In the very first week of the trial the judge informed the jury that this cover of Private Eye featuring Brooks was "a joke which in the circumstances of today is a joke in especially bad taste".

Then, just before the Christmas break, the judge spoke to the jury about a report from the Independent on a Christmas card sent by Nick Brown MP featuring Brooks. Judge Saunders told the jury to "simply ignore things like that" while Brook's QC, Jonathan Laidlaw, passed the jury his iPad so they could all see the picture.

So, two cheers for the tweeters and bloggers. There are understandably many reporting restrictions on this case and ensuring a fair trial for the accused is the most important thing. So far, despite some minor incidents, both old and new media seem to be staying within the rules. It would be ironic, however, if a trial about intrusive media coverage was aborted due to prejudicial media coverage.

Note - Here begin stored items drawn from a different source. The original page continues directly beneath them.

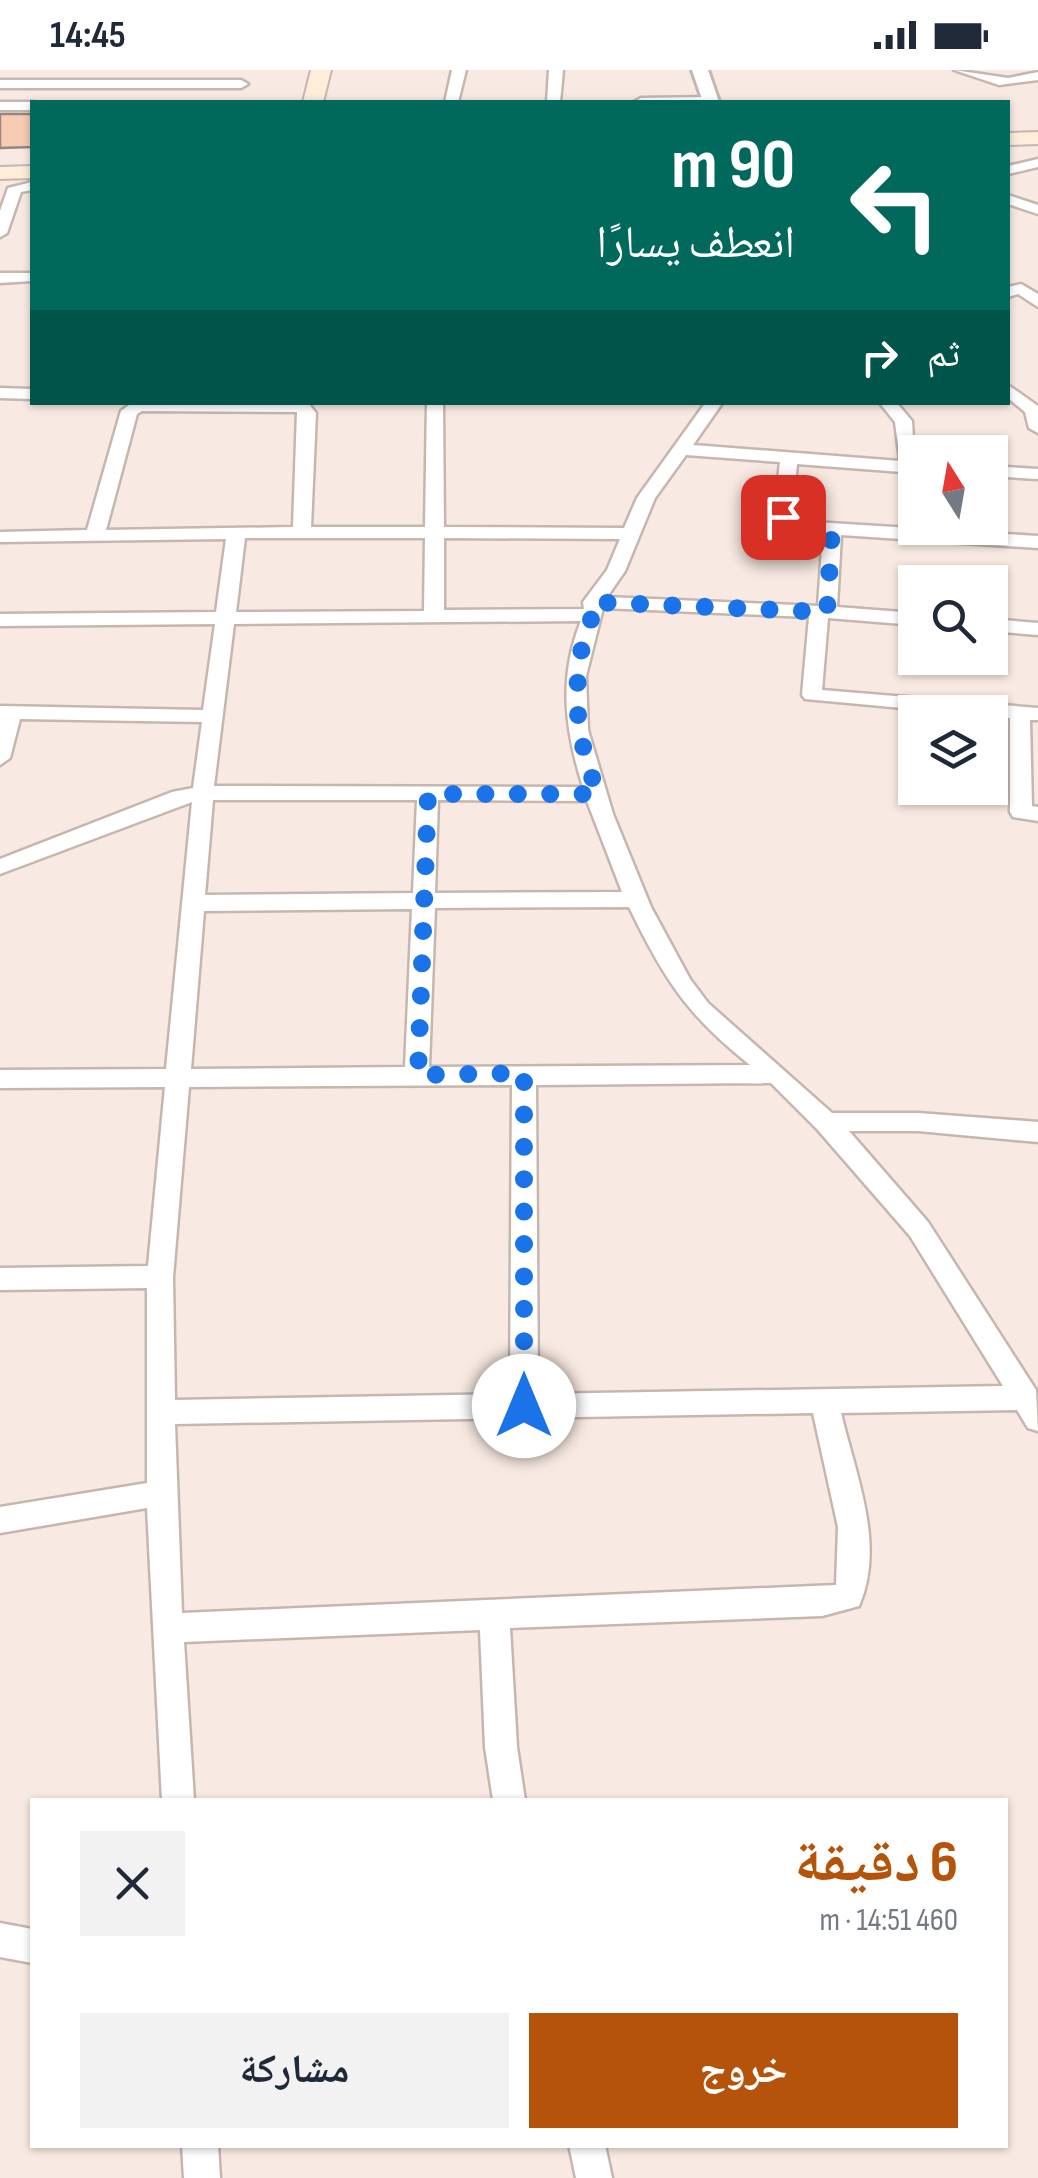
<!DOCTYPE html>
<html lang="ar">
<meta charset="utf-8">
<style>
:root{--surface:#fff;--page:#f2f2f3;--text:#1f2937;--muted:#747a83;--accent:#b45309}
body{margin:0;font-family:"Sofia Sans Condensed","Noto Naskh Arabic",sans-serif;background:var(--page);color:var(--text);direction:rtl;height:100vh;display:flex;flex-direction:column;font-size:38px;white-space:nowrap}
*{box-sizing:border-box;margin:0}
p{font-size:32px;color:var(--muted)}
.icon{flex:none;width:55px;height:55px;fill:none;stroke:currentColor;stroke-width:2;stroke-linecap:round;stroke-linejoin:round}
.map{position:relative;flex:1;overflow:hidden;direction:ltr}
.details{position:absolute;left:30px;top:1728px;width:978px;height:350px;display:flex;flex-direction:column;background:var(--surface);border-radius:0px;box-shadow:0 2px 8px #0004;direction:rtl}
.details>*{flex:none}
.top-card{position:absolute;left:30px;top:30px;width:980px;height:305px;border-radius:0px;box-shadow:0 2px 8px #0004;direction:rtl;background:#00695c;color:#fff;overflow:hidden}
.needle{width:65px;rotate:349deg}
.buttons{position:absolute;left:898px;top:365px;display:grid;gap:20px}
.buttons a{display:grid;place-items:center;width:110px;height:110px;border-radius:0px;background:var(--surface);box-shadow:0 2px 8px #0004;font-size:50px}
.pin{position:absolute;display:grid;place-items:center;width:85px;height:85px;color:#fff;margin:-42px;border-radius:20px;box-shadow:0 5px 15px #0006}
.me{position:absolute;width:110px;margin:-55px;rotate:0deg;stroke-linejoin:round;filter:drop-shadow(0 0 8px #0008)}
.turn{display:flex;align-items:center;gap:35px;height:210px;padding:0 50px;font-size:45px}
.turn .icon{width:130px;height:130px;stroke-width:2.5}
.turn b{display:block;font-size:70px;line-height:85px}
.then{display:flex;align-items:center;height:95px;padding:0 50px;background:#0003;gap:20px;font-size:38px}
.round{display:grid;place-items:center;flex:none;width:105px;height:105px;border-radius:0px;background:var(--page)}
.headline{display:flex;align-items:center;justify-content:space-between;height:170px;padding:0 50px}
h1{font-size:60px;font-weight:700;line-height:75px;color:var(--accent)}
.action{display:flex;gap:20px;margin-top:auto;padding:20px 50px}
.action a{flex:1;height:115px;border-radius:0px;background:var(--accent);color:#fff;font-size:40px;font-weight:700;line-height:115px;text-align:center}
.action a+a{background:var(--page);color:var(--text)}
.status{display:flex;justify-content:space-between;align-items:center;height:70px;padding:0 50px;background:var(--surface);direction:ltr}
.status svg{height:28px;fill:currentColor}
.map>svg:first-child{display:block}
.building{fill:#f8cbb3;stroke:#948780;stroke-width:2.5}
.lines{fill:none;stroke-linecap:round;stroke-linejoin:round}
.minor-casing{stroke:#c5b7b0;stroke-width:5}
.tertiary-casing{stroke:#c5b7b0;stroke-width:6}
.secondary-casing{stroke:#c5b7b0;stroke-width:4}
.path{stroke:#9b918b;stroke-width:4;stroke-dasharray:6 2.5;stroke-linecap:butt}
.minor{fill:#fff;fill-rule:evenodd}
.tertiary{fill:#fff;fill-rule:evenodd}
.secondary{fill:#feedda;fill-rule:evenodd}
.route{stroke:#1a73e8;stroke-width:18;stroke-dasharray:0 32.4}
</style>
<div class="status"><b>14:45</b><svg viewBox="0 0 49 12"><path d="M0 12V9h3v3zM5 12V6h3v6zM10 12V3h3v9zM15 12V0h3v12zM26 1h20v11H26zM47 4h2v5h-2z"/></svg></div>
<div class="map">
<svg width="1038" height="2108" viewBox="0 0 1038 2108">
<rect width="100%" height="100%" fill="#f8eae2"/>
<polygon class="building" points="0,44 32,44 32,77 0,78"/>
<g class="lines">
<g class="minor-casing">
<g id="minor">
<polygon points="452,0 466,0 458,32 445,32"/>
<polygon points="549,0 563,0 560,32 547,32"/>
<polygon points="954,0 1008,8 1038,2 1038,10 999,15"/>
<polygon points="0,10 241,10 248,14 241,18 0,18"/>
<polygon points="710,27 716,32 634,32 641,28"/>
<polygon points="0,32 34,32 32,40 0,40"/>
<polygon points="1038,89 1038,97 1008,104 1008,96"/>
<polygon points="32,112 32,120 21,122 7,163 0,167 0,141 8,118"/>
<polygon points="1008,125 1038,135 1038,144 1008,134"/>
<polygon points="0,203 32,203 32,211 0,213"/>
<polygon points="1021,214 1038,224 1038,237 1018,224 1008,227 1008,217"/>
<polygon points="1008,315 1038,336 1038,363 1029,358 1025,342 1008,328"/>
<polygon points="0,318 32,319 32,329 0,328"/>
<path d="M 133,332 L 308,333 L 316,343 L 311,457 L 425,457 L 427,332 L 443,332 L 444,457 L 624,458 L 637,428 L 706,332 L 723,332 L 693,375 L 900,391 L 895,352 L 879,332 L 896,332 L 912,351 L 915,403 L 797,394 L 792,446 L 798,451 L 1038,466 L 1038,478 L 841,465 L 837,537 L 915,543 L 915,555 L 828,548 L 822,620 L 1038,638 L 1038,650 L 1030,650 L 1032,736 L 1038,737 L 1038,751 L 1013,747 L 1010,742 L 1010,648 L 990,646 L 990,642 L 946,642 L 805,629 L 802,625 L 809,547 L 603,538 L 586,606 L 588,660 L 613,744 L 651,837 L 690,909 L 708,933 L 832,1043 L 918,1043 L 1038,1052 L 1038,1072 L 918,1061 L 849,1061 L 928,1152 L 1036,1320 L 1038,1361 L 1028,1358 L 1017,1340 L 841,1343 C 855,1403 886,1475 859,1536 L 822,1546 L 510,1558 L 517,1677 L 525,1730 L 493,1730 L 485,1677 L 480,1560 L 184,1572 L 194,1730 L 162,1730 L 147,1438 L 0,1463 L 0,1437 L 147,1413 L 147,1218 L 0,1220 L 0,1198 L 148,1196 L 165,1017 L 0,1018 L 0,1000 L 166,999 L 192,732 L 0,804 L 0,789 L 172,722 L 193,718 L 202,652 L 20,649 L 10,688 L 0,695 L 0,636 L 203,640 L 215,554 L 0,556 L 0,544 L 216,542 L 226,469 L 0,472 L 0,462 L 87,460 L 121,341 ZM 142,341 L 297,342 L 293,457 L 106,460 L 137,344 ZM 686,385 L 780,392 L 774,447 L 787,460 L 823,463 L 818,536 L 607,527 L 625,501 L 655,428 ZM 245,468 L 425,468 L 424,541 L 236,542 ZM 444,468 L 620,469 L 607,500 L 583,532 L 584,539 L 444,540 ZM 581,551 C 558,608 565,660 583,717 L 214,716 L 234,554 ZM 213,730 L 417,730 L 413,823 L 205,825 ZM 438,730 L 587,731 L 622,822 L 435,823 ZM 629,837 C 664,909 687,945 750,995 L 429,997 L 435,838 ZM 412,839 L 405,997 L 191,999 L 204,841 ZM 771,1013 L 817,1059 L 910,1166 L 1003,1316 L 538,1324 L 536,1015 ZM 512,1015 L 510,1324 L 175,1330 L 173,1207 L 189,1017 ZM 813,1343 L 838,1457 L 836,1515 L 182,1543 L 175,1354 Z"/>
<polygon points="990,396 1038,399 1038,409 990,406"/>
<polygon points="990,549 1038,553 1038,565 990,561"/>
<polygon points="0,1853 32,1859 32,1893 0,1887"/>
<polygon points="182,2075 218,2075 220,2108 184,2108"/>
<polygon points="569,2075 605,2075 612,2108 576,2108"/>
</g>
</g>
<g class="tertiary-casing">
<polygon id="tertiary" points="692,0 708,0 719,32 703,32"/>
</g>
<g class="secondary-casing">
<g id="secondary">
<polygon points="311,0 331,0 323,32 303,32"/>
<polygon points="1038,62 1038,74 1008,75 1008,63"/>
<polygon points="32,96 32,108 0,109 0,97"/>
</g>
</g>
<polyline class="path" points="732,32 830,32"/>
<use href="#minor" class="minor"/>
<use href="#tertiary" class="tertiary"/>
<use href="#secondary" class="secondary"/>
</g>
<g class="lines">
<path class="route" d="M 524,1336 L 524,1003 L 418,1005 L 428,724 L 598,724 C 578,671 572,633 582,577 C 584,560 595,550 593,532 L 827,542 L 832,459 L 793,456 L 783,447"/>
</g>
</svg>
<div class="buttons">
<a><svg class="needle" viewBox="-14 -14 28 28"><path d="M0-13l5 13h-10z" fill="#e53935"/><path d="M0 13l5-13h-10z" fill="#747a83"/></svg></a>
<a><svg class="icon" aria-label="search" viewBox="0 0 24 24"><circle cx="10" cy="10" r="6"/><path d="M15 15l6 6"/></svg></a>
<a><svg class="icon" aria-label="layers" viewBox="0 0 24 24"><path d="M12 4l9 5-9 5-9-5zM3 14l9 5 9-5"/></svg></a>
</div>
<div class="pin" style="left:783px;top:447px;background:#d93025"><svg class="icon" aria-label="arrive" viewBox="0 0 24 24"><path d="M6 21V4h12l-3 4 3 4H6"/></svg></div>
<svg class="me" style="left:524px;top:1336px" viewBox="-20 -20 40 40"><circle r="19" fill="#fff"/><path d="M0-13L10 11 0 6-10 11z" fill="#1a73e8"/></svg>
<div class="top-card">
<div class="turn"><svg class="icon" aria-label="left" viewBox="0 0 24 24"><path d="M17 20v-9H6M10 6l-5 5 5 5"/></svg><div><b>90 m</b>انعطف يسارًا</div></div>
<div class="then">ثم<svg class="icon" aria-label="right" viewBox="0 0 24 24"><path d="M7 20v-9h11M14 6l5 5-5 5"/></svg></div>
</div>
<section class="details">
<div class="headline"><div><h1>6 دقيقة</h1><p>460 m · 14:51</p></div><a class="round"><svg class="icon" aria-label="close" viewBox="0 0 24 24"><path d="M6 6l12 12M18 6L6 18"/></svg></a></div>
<div class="action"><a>خروج</a><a>مشاركة</a></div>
</section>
</div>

In a reference to the Private Eye cover mentioned above, the presiding judge, Mr Justice Saunders remarked: "In this case not only are the defendants on trial, but British justice is on trial."

Saunders is known for keeping a tight reign on social media. In 2011, on being informed of a post on Twitter by Alan Sugar about a trial he was presiding over, Saunders remarked: "Can someone contact Lord Sugar and get that removed?" The tweet was gone in 20 minutes.

This trial is yet to have such social media dramas, and hopefully it will not. There has been debate on whether or not this level of online reporting is really a rival to traditional media coverage or just an extra level of detail, likely to be interesting only to a few obsessives. As the case proceeds and we move on to the defendants themselves taking the stand - Andy Coulson has already stated he will - we may not settle that argument, but we will be in a far better position to have it.